Start of Block
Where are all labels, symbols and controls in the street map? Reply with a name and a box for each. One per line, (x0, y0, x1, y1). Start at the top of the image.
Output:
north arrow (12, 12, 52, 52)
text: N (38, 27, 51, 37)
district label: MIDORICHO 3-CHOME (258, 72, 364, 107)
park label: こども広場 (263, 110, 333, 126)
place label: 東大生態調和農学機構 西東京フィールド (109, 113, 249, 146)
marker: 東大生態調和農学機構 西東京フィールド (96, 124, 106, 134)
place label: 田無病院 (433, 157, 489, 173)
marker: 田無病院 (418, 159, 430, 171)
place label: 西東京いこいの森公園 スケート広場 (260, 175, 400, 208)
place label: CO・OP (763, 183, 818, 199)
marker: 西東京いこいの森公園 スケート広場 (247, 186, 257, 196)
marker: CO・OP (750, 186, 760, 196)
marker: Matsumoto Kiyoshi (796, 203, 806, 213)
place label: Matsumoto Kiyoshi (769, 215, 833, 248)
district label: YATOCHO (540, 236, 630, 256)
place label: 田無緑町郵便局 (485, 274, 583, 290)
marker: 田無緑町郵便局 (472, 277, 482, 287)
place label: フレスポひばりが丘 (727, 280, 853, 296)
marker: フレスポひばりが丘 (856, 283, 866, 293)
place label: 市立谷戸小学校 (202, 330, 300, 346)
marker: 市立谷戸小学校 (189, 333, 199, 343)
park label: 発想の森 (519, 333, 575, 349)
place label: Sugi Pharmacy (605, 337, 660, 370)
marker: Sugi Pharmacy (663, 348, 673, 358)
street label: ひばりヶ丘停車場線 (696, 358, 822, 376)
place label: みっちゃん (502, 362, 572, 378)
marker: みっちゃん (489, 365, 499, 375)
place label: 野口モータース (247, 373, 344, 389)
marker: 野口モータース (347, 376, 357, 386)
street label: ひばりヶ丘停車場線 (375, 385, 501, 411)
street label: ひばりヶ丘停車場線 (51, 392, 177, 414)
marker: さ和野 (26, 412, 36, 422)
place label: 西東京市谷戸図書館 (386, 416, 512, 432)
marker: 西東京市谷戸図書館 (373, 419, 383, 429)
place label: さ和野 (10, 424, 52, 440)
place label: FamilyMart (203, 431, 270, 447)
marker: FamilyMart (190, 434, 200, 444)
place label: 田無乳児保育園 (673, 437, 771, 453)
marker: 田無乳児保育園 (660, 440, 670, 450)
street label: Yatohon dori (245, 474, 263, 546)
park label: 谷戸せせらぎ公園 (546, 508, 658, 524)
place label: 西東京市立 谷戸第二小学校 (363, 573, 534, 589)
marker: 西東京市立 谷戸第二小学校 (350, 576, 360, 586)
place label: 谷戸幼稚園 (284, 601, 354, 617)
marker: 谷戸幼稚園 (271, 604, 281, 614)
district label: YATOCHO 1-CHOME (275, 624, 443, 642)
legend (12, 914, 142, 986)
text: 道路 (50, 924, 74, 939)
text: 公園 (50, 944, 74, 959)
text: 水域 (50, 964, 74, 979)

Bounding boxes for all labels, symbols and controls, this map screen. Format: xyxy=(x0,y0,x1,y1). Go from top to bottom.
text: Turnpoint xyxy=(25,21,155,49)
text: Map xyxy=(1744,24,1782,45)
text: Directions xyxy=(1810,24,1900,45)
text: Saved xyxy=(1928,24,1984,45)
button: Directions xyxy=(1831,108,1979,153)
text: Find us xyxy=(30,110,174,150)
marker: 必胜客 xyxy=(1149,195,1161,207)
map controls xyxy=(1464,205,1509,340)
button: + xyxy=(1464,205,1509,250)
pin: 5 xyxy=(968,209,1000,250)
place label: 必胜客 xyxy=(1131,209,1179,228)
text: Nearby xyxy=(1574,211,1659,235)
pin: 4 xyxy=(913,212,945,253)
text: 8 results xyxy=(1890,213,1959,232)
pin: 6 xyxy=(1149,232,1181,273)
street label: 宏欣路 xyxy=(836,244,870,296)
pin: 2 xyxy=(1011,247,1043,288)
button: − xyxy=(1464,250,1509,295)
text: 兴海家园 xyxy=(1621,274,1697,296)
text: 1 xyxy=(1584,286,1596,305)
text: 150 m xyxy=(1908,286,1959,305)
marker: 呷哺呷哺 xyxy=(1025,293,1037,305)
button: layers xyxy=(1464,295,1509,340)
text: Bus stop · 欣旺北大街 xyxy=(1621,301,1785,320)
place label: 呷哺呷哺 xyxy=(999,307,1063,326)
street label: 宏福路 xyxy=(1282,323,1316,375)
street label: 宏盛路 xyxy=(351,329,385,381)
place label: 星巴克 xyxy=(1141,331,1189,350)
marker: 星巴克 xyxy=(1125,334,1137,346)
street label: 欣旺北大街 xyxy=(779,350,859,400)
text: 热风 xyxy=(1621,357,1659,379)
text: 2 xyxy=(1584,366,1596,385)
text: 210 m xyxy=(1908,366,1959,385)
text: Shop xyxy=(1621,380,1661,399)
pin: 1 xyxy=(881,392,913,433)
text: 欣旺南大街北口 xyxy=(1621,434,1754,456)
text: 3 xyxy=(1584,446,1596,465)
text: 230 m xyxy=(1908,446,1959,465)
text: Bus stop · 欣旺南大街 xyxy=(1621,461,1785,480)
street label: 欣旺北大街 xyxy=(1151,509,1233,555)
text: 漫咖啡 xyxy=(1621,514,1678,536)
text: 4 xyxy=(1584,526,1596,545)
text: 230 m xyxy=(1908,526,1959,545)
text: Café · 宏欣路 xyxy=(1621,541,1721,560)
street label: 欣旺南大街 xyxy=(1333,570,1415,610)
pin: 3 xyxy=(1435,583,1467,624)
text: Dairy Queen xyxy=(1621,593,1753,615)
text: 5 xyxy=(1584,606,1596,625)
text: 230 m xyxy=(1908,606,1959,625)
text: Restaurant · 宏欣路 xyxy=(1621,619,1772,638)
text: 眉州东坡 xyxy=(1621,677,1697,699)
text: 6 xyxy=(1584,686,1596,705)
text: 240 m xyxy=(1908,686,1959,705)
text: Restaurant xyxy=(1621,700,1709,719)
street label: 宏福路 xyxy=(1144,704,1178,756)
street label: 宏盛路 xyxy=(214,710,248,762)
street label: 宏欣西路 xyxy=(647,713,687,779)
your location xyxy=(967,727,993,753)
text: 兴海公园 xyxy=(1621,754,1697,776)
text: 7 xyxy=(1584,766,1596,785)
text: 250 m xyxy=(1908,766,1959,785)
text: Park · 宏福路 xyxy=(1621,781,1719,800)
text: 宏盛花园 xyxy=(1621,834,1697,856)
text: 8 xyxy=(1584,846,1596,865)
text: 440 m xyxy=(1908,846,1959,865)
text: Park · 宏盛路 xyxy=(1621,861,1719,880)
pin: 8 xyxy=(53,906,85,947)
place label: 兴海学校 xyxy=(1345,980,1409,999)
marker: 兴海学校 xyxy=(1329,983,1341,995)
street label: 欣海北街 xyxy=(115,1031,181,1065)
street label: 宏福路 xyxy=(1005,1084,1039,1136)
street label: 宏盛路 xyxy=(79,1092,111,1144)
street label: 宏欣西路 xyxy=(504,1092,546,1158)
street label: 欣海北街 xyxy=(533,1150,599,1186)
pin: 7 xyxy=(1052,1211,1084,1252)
End of Block
→ **TO DO**
All the entries should be written out again precisely.

→ **EXPECTED ANSWER**
Where are all labels, symbols and controls in the street map? Reply with a name and a box for each. One per line, (x0, y0, x1, y1). Start at the top of the image.
Output:
north arrow (12, 12, 52, 52)
text: N (38, 27, 51, 37)
district label: MIDORICHO 3-CHOME (258, 72, 364, 107)
park label: こども広場 (263, 110, 333, 126)
place label: 東大生態調和農学機構 西東京フィールド (109, 113, 249, 146)
marker: 東大生態調和農学機構 西東京フィールド (96, 124, 106, 134)
place label: 田無病院 (433, 157, 489, 173)
marker: 田無病院 (418, 159, 430, 171)
place label: 西東京いこいの森公園 スケート広場 (260, 175, 400, 208)
place label: CO・OP (763, 183, 818, 199)
marker: 西東京いこいの森公園 スケート広場 (247, 186, 257, 196)
marker: CO・OP (750, 186, 760, 196)
marker: Matsumoto Kiyoshi (796, 203, 806, 213)
place label: Matsumoto Kiyoshi (769, 215, 833, 248)
district label: YATOCHO (540, 236, 630, 256)
place label: 田無緑町郵便局 (485, 274, 583, 290)
marker: 田無緑町郵便局 (472, 277, 482, 287)
place label: フレスポひばりが丘 (727, 280, 853, 296)
marker: フレスポひばりが丘 (856, 283, 866, 293)
place label: 市立谷戸小学校 (202, 330, 300, 346)
marker: 市立谷戸小学校 (189, 333, 199, 343)
park label: 発想の森 (519, 333, 575, 349)
place label: Sugi Pharmacy (605, 337, 660, 370)
marker: Sugi Pharmacy (663, 348, 673, 358)
street label: ひばりヶ丘停車場線 (696, 358, 822, 376)
place label: みっちゃん (502, 362, 572, 378)
marker: みっちゃん (489, 365, 499, 375)
place label: 野口モータース (247, 373, 344, 389)
marker: 野口モータース (347, 376, 357, 386)
street label: ひばりヶ丘停車場線 (375, 385, 501, 411)
street label: ひばりヶ丘停車場線 (51, 392, 177, 414)
marker: さ和野 (26, 412, 36, 422)
place label: 西東京市谷戸図書館 (386, 416, 512, 432)
marker: 西東京市谷戸図書館 (373, 419, 383, 429)
place label: さ和野 (10, 424, 52, 440)
place label: FamilyMart (203, 431, 270, 447)
marker: FamilyMart (190, 434, 200, 444)
place label: 田無乳児保育園 (673, 437, 771, 453)
marker: 田無乳児保育園 (660, 440, 670, 450)
street label: Yatohon dori (245, 474, 263, 546)
park label: 谷戸せせらぎ公園 (546, 508, 658, 524)
place label: 西東京市立 谷戸第二小学校 (363, 573, 534, 589)
marker: 西東京市立 谷戸第二小学校 (350, 576, 360, 586)
place label: 谷戸幼稚園 (284, 601, 354, 617)
marker: 谷戸幼稚園 (271, 604, 281, 614)
district label: YATOCHO 1-CHOME (275, 624, 443, 642)
legend (12, 914, 142, 986)
text: 道路 (50, 924, 74, 939)
text: 公園 (50, 944, 74, 959)
text: 水域 (50, 964, 74, 979)

Bounding boxes for all labels, symbols and controls, this map screen. Format: xyxy=(x0,y0,x1,y1). Go from top to bottom.
text: Turnpoint xyxy=(25,21,155,49)
text: Map xyxy=(1744,24,1782,45)
text: Directions xyxy=(1810,24,1900,45)
text: Saved xyxy=(1928,24,1984,45)
button: Directions xyxy=(1831,108,1979,153)
text: Find us xyxy=(30,110,174,150)
marker: 必胜客 xyxy=(1149,195,1161,207)
map controls xyxy=(1464,205,1509,340)
button: + xyxy=(1464,205,1509,250)
pin: 5 xyxy=(968,209,1000,250)
place label: 必胜客 xyxy=(1131,209,1179,228)
text: Nearby xyxy=(1574,211,1659,235)
pin: 4 xyxy=(913,212,945,253)
text: 8 results xyxy=(1890,213,1959,232)
pin: 6 xyxy=(1149,232,1181,273)
street label: 宏欣路 xyxy=(836,244,870,296)
pin: 2 xyxy=(1011,247,1043,288)
button: − xyxy=(1464,250,1509,295)
text: 兴海家园 xyxy=(1621,274,1697,296)
text: 1 xyxy=(1584,286,1596,305)
text: 150 m xyxy=(1908,286,1959,305)
marker: 呷哺呷哺 xyxy=(1025,293,1037,305)
button: layers xyxy=(1464,295,1509,340)
text: Bus stop · 欣旺北大街 xyxy=(1621,301,1785,320)
place label: 呷哺呷哺 xyxy=(999,307,1063,326)
street label: 宏福路 xyxy=(1282,323,1316,375)
street label: 宏盛路 xyxy=(351,329,385,381)
place label: 星巴克 xyxy=(1141,331,1189,350)
marker: 星巴克 xyxy=(1125,334,1137,346)
street label: 欣旺北大街 xyxy=(779,350,859,400)
text: 热风 xyxy=(1621,357,1659,379)
text: 2 xyxy=(1584,366,1596,385)
text: 210 m xyxy=(1908,366,1959,385)
text: Shop xyxy=(1621,380,1661,399)
pin: 1 xyxy=(881,392,913,433)
text: 欣旺南大街北口 xyxy=(1621,434,1754,456)
text: 3 xyxy=(1584,446,1596,465)
text: 230 m xyxy=(1908,446,1959,465)
text: Bus stop · 欣旺南大街 xyxy=(1621,461,1785,480)
street label: 欣旺北大街 xyxy=(1151,509,1233,555)
text: 漫咖啡 xyxy=(1621,514,1678,536)
text: 4 xyxy=(1584,526,1596,545)
text: 230 m xyxy=(1908,526,1959,545)
text: Café · 宏欣路 xyxy=(1621,541,1721,560)
street label: 欣旺南大街 xyxy=(1333,570,1415,610)
pin: 3 xyxy=(1435,583,1467,624)
text: Dairy Queen xyxy=(1621,593,1753,615)
text: 5 xyxy=(1584,606,1596,625)
text: 230 m xyxy=(1908,606,1959,625)
text: Restaurant · 宏欣路 xyxy=(1621,619,1772,638)
text: 眉州东坡 xyxy=(1621,677,1697,699)
text: 6 xyxy=(1584,686,1596,705)
text: 240 m xyxy=(1908,686,1959,705)
text: Restaurant xyxy=(1621,700,1709,719)
street label: 宏福路 xyxy=(1144,704,1178,756)
street label: 宏盛路 xyxy=(214,710,248,762)
street label: 宏欣西路 xyxy=(647,713,687,779)
your location xyxy=(967,727,993,753)
text: 兴海公园 xyxy=(1621,754,1697,776)
text: 7 xyxy=(1584,766,1596,785)
text: 250 m xyxy=(1908,766,1959,785)
text: Park · 宏福路 xyxy=(1621,781,1719,800)
text: 宏盛花园 xyxy=(1621,834,1697,856)
text: 8 xyxy=(1584,846,1596,865)
text: 440 m xyxy=(1908,846,1959,865)
text: Park · 宏盛路 xyxy=(1621,861,1719,880)
pin: 8 xyxy=(53,906,85,947)
place label: 兴海学校 xyxy=(1345,980,1409,999)
marker: 兴海学校 xyxy=(1329,983,1341,995)
street label: 欣海北街 xyxy=(115,1031,181,1065)
street label: 宏福路 xyxy=(1005,1084,1039,1136)
street label: 宏盛路 xyxy=(79,1092,111,1144)
street label: 宏欣西路 xyxy=(504,1092,546,1158)
street label: 欣海北街 xyxy=(533,1150,599,1186)
pin: 7 xyxy=(1052,1211,1084,1252)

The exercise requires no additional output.